El factor geopolítico
Para complicar el panorama, hay una dimensión que los inviernos anteriores no conocían: la competencia geopolítica. La IA se ha convertido en un activo estratégico nacional, y el éxito de empresas como DeepSeek no solo representa un desafío comercial, sino una cuestión de seguridad nacional. Los inversores ya están expresando su preocupación por los datos personales gestionados por empresas chinas, haciéndose eco de los temores que caracterizaron la saga de TikTok.
Esta dimensión geopolítica podría, paradójicamente, acelerar y retrasar un posible invierno. Por un lado, los gobiernos occidentales podrían intensificar el apoyo público para mantener la competitividad tecnológica. Por otro, la fragmentación del mercado global podría reducir las economías de escala necesarias para amortizar las enormes inversiones en I+D.
Lecciones del pasado, señales del futuro
La historia de los inviernos de la IA enseña que las tecnologías pueden ser válidas y revolucionarias sin justificar necesariamente las valoraciones de mercado de su tiempo. Internet existía y funcionaba incluso durante el colapso de las puntocom, al igual que muchas técnicas de inteligencia artificial continuaron desarrollándose durante los inviernos anteriores, a menudo "disfrazadas" con diferentes nombres para evitar el estigma asociado a la IA.
Nick Bostrom observó en 2006 que "mucha IA de vanguardia se ha infiltrado en aplicaciones generales, a menudo sin ser llamada IA porque una vez que algo se vuelve lo suficientemente útil y común ya no se etiqueta como IA". Es la paradoja del éxito tecnológico: las innovaciones más duraderas se vuelven invisibles, integradas en el tejido cotidiano de la sociedad.
El veredicto de la realidad
Mientras escribo, los mercados se han recuperado parcialmente del colapso causado por DeepSeek, pero las grietas en el edificio del bombo de la IA son visibles. No se trata de establecer si llegará un invierno –la historia sugiere que es inevitable– sino de comprender qué forma adoptará y qué tecnologías sobrevivirán a la helada.
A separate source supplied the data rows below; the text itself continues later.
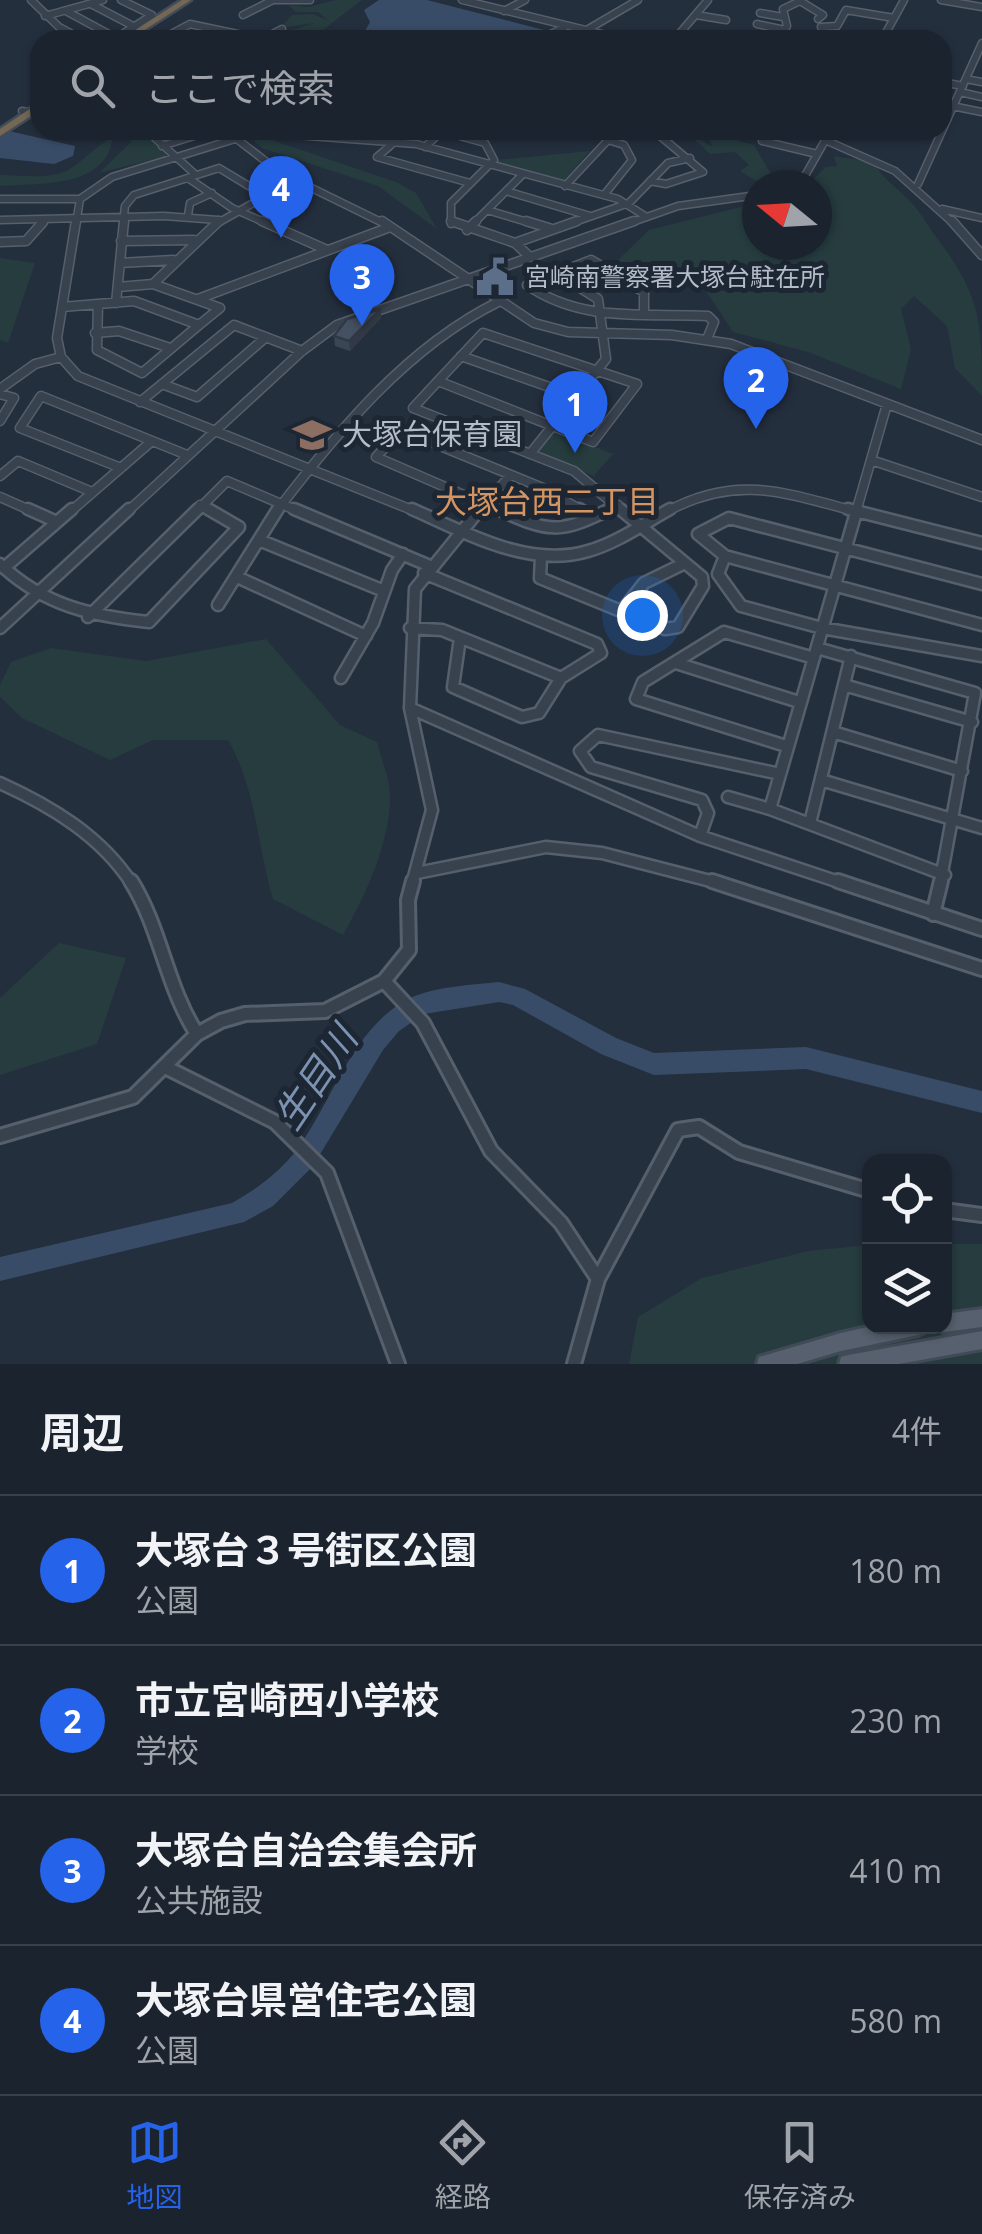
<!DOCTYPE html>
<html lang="ja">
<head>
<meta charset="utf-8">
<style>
  body { margin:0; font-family:"Open Sans","Noto Sans JP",sans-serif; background:#282f3a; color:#f1f3f6 }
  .controls { position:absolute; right:30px; bottom:30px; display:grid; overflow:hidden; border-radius:20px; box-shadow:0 2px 8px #0004 }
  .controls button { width:90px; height:90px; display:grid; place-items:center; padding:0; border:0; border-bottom:2px solid #39404a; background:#1b232e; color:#f1f3f6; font:50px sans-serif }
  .compass { position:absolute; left:742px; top:170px; width:90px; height:90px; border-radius:50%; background:#1b232e; box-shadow:0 2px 8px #0004; rotate:288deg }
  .you { position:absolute; left:642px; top:615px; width:35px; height:35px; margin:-25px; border:8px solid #fff; border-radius:50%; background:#1a73e8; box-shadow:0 0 0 15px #1a73e833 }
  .badge { display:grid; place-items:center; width:65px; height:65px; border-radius:50%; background:#2563eb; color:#fff; font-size:32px; font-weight:700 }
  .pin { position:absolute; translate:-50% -82px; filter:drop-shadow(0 2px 5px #0008) }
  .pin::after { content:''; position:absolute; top:52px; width:35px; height:30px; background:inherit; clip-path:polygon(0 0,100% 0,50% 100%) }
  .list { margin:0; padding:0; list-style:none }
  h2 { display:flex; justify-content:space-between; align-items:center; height:130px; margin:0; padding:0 40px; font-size:42px }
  h2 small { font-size:32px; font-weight:400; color:#a0a4aa }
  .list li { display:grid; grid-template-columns:65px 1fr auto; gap:30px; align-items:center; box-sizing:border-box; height:150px; padding:0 40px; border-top:2px solid #39404a }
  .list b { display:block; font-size:38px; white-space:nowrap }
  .list p { margin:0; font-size:32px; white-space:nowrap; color:#a0a4aa }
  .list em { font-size:32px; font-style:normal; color:#a0a4aa }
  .icon { flex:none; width:55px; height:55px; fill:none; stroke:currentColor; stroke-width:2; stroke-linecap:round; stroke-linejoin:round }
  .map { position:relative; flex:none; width:982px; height:1364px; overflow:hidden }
  .search { position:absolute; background:#1b232e; box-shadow:0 2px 8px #0004; left:30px; right:30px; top:30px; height:110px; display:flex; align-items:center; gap:25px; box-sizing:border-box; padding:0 35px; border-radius:30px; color:#a0a4aa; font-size:38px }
  .sheet { height:730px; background:#1b232e }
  nav { display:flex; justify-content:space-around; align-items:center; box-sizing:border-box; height:140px; border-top:2px solid #39404a; background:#1b232e; font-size:28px; color:#a0a4aa }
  nav a { display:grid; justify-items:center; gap:5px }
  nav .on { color:#2563eb }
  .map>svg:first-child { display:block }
  .green { fill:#263c3f }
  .water { fill:#394c67 }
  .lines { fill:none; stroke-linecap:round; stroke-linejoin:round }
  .river { fill:#394c67; fill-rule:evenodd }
  .minor-far3-casing { stroke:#565f6c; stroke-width:9 }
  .minor-far2-casing { stroke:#565f6c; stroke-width:11 }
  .minor-far1-casing { stroke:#565f6c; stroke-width:15 }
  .minor-casing { stroke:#565f6c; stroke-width:18 }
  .major-casing { stroke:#414a57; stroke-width:6 }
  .highway-casing { stroke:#434c59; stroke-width:5 }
  .minor-far3 { stroke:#38414e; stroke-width:6 }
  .minor-far2 { stroke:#38414e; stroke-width:8 }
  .minor-far1 { stroke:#38414e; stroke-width:10 }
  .minor { stroke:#38414e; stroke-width:12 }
  .major { fill:#56606e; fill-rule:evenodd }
  .highway { fill:#746855; fill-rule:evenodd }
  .wall { fill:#3b4654 }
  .shaded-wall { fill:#303945 }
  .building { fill:#455162; stroke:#303945; stroke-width:2.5 }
  .labels { text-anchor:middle; stroke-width:10; stroke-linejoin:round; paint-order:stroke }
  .far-poi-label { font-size:25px; fill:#b4bcc9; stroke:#1d2633; text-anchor:start }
  .poi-label { font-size:30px; fill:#b4bcc9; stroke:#1d2633; text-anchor:start }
  .neighbourhood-label { font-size:32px; fill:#d59563; stroke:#1d2633 }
  .near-water-label { font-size:38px; font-style:italic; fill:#7c92b1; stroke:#1d2633 }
</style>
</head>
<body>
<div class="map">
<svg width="982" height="1364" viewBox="0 0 982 1364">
  <rect width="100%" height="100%" fill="#242f3e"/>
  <path class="green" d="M336,0H362L319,33L278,34L315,23L280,28L292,15L313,14L327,20L318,12H295L289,5L308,7Z
    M121,130H142L168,156L99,173L131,142Z
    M242,130L396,182L416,193L437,229L378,186L262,148Z
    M684,130H701V140L713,147L704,130H746L750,137L738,141L754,145L772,176L756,181L740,171L749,165L735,152L710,154Z
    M113,137C106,189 40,183 0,186V175C22,175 55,181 73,167C88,156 97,145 113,137Z
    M590,151L562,182L493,164L497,160Z
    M834,156L873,162C884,180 895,186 910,201C920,211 928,226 937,238C982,297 982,325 982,396L955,368L947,326L914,296L901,309L911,349L901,389L808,352L733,332L700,282H655L616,262L649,230L757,203V245H817V185H807L826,167L837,166Z
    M0,258L35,263L8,343L0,340Z
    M555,431L613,454L594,476L536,453Z
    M266,639L340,725L377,742C381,759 390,778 390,795C390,844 366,894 343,935L273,899C257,845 256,788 228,740H153L110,760L22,718L0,697V685L11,662L51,648L146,661Z
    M59,943L126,958L97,1044L0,1075V998Z
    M945,1244H982V1364H629L638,1317L702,1278L808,1251L869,1245L870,1326H944Z"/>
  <path class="water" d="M379,0H427L548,31C500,55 417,36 365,31L370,22L364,10Z
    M0,129L75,146L73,156L54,164L0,158Z"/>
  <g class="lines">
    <path class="river" d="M499,982L525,989L616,1038L654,1053L806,1047L982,1091V1113L806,1069L654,1075L601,1054L513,1005L499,1002L424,1014L399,1031L383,1050L313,1166L273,1206L244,1222L0,1281V1257L232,1203C257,1189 281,1171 298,1148C334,1099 354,1022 415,996C440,986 472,985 499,982Z"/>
    <g class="minor-far3-casing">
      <path id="minor-far3" d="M31,0L59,27L83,40
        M276,0H310
        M462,0L627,40
        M941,0L982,7
        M800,1L823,15L818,19
        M91,4L135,27
        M66,11L116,38L152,15L121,0
        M504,11L525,0
        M760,13L783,17
        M243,15L273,0
        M696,15L726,20
        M45,16L103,0
        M757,24L785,30
        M821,27L837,26L846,10L894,18
        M585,31L638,0
        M267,37L282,29
        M368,39L372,40
        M160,40L190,24L266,40
        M538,40L565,27
        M674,40L708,0
        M779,40L787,26L783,9L802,0
        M882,40L904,0
        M966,79L982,82
        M942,82L963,86
        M960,92L982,97
        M942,104L982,112
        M22,111L40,114
        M146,130L196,175
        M225,130L281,173L385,224
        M290,130L295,135L416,144L618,199L645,216
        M769,130L762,141L817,154
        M825,140L895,171L954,224
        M391,145L377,157L470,183
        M162,146L197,135L190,130
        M425,147L442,131L485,143L494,160L451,203V224
        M188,178L232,208L268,224
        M650,181L666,184L703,172L653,130
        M918,184L982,43
        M792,185L806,174L831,130
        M565,186L608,140L624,145L632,160L604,195
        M506,191L590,216
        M0,199H80
        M942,209L982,218
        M487,210L534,224
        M188,215L190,203L212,193
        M0,220L164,216L218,220
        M76,224L80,199L112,177L235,139
        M123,224L125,206L134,195L219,168L262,194
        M216,224L294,180
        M473,224L523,174
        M569,224L629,203L668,163L690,158
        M627,224L678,206L757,195"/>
    </g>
    <g class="minor-far2-casing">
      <path id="minor-far2" d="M76,221L57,338L61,357L78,376L417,512
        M262,221L327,250
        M382,221L534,323L568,332L672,335L731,344L982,440
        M451,221L515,243L530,257
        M526,221L552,229
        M952,221L982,255
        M467,230L476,221
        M121,241L194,240
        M0,242L26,241L43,222
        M515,243L577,221
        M120,263L173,260
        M153,284L219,221
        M118,287L153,284L220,308L199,325
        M198,299L390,227
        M134,301L199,325L142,373L97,350L98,304Z
        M116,303L124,221
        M62,307L98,304
        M644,312V292L591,260L527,285C582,323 644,313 708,316L714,322L707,339
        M95,333L119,331L170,348
        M483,333L637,384L593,442L438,381Z
        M461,356L575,396
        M438,381L413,408L574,471L623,512
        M162,384L197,397L266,337
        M0,389L35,364L61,357
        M0,394L14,398L0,421
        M140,402L234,325L302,351
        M530,454L606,359L598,299L555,272
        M871,460L982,497
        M121,468L20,428L41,396L187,455
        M0,476L18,461L92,492
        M0,497L34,512
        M200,505L212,512
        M70,512L152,441
        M127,512L302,351L337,325L634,221
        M196,512L227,481L300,512
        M276,512C337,432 407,347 498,302
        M478,512L510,476
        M503,512L376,457L401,430L543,488L584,512
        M605,512L618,505
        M666,512C737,473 785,493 858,512
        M856,512L887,404"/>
    </g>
    <g class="minor-far1-casing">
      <path id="minor-far1" d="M28,509L57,522
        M294,509L430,566
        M412,509C464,532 529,569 588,551C617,543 643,524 670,509
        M480,509L415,589L410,708L700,836L845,884
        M497,509C549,532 558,535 610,509
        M579,509L591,516
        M848,509L982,543
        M857,509L770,809L945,875
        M259,540L384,591
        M541,556L540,578L665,629L678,627L703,586L702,577L620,509
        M725,556L718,574L741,606L822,628L982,656
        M0,564C43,605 91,616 149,622L239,527L208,509
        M4,568L72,509
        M424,573L597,644L601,653L561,678L539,713L522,717L453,687L460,638
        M237,577L366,636
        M982,584L729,518L698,534L725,556L982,625
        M218,605L278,509
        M622,611L644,583L685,563
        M88,617L198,509
        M0,628L129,509
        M410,628L442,630L561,678
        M817,648L975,693L940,884
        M676,663L799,702
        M341,678L373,623L392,570L403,554
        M844,685L972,722
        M410,708L432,810L412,884
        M833,732L962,771
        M786,746L636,699L643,682L724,632L814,658
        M821,780L982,828
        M0,783C51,806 101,836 132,884
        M728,797L770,809
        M810,823L851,656
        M700,836L708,813L702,800L591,767L580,751L598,735L780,774
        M417,873L546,847L602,853L722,884"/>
    </g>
    <g class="minor-casing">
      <path id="minor" d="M131,881C161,929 166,986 197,1034
        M712,881L982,969
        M838,881L982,929
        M933,914L941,881
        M384,981L423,1023L491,1151L561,1223L598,1279
        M167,1068L275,1122L327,1173L398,1364
        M0,1136L133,1097L197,1034L221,1021L245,1014L325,1011L384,981L409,950L408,900L413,881
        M944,1210L982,1215
        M574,1364L598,1279L678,1130L699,1127L739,1152L870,1191"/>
    </g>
    <g class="major-casing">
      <path id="major" d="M982,1309V1327L944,1332L938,1329L936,1326H944V1314Z
        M872,1326H927L924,1332L918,1335L841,1351L797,1364H757L759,1357L766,1355L841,1333Z
        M982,1331V1349L899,1364H839L841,1357L848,1355Z"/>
    </g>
    <g class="highway-casing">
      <path id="highway" d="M182,0H191L129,40H120Z
        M37,104H40V110L0,136V129Z"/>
    </g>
    <use href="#minor-far3" class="minor-far3"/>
    <use href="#minor-far2" class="minor-far2"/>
    <use href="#minor-far1" class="minor-far1"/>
    <use href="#minor" class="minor"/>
    <use href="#major" class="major"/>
    <use href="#highway" class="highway"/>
  </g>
  <path class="wall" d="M381,318L350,351L335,346L334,336Z"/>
  <path class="shaded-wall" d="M381,309V318L350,351L349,341Z"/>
  <path class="building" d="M381,309L349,341L334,336L347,319Z"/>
  <defs>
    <g id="civic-bare" transform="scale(3)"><path d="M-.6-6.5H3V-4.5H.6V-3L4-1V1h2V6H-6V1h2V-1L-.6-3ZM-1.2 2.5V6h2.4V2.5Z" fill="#5c6f8a" stroke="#1d2633" stroke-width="2.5" paint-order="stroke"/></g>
    <g id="school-bare" transform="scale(3)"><path d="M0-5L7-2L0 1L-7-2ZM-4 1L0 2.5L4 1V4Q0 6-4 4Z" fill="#8d6e63" stroke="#1d2633" stroke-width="2.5" paint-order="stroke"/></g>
  </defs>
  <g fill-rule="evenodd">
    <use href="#civic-bare" x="495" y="277"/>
    <use href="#school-bare" x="312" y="435"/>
  </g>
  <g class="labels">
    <g class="far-poi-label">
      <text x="525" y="286">宮崎南警察署大塚台駐在所</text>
    </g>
    <g class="poi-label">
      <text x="342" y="445">大塚台保育園</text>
    </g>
    <g class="neighbourhood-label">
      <text x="547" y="513">大塚台西二丁目</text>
    </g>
    <g class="near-water-label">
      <text transform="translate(316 1078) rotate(-56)" y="13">生目川</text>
    </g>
  </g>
</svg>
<div class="controls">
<button><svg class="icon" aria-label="locate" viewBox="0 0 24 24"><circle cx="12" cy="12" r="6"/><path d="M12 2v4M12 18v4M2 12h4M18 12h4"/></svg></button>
<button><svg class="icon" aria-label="layers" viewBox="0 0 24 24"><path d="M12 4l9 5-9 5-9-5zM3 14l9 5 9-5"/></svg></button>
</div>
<svg class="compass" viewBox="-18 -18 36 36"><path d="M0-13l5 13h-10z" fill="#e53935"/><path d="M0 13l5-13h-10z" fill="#a0a4aa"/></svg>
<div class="you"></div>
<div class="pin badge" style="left:575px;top:453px">1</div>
<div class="pin badge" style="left:756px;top:429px">2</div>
<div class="pin badge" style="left:362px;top:326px">3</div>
<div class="pin badge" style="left:281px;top:238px">4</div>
<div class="search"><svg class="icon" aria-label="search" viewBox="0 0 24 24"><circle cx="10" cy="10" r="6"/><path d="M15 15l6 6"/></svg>ここで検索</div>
</div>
<section class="sheet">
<h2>周辺<small>4件</small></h2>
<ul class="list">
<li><span class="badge">1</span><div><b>大塚台３号街区公園</b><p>公園</p></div><em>180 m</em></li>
<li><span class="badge">2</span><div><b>市立宮崎西小学校</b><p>学校</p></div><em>230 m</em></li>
<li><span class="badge">3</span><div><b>大塚台自治会集会所</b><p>公共施設</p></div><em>410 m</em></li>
<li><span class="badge">4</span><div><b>大塚台県営住宅公園</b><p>公園</p></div><em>580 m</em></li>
</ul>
</section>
<nav>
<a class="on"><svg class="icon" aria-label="map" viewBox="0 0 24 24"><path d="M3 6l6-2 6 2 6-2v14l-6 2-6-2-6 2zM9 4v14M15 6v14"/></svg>地図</a>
<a><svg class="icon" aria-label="directions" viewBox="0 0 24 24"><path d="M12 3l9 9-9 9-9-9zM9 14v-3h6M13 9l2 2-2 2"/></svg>経路</a>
<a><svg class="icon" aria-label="saved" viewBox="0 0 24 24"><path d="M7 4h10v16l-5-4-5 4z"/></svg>保存済み</a>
</nav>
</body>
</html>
La inteligencia artificial, como el Prometeo del mito griego, ha traído el fuego del conocimiento a los humanos. Pero ahora, como en toda tragedia que se precie, ha llegado el momento de pagar el precio. La pregunta no es si llegará el invierno, sino si esta vez la industria habrá aprendido lo suficiente de la historia para construir refugios más sólidos. Después de todo, como enseñó Philip K. Dick, la realidad es aquello que, cuando dejas de creer en ello, no desaparece.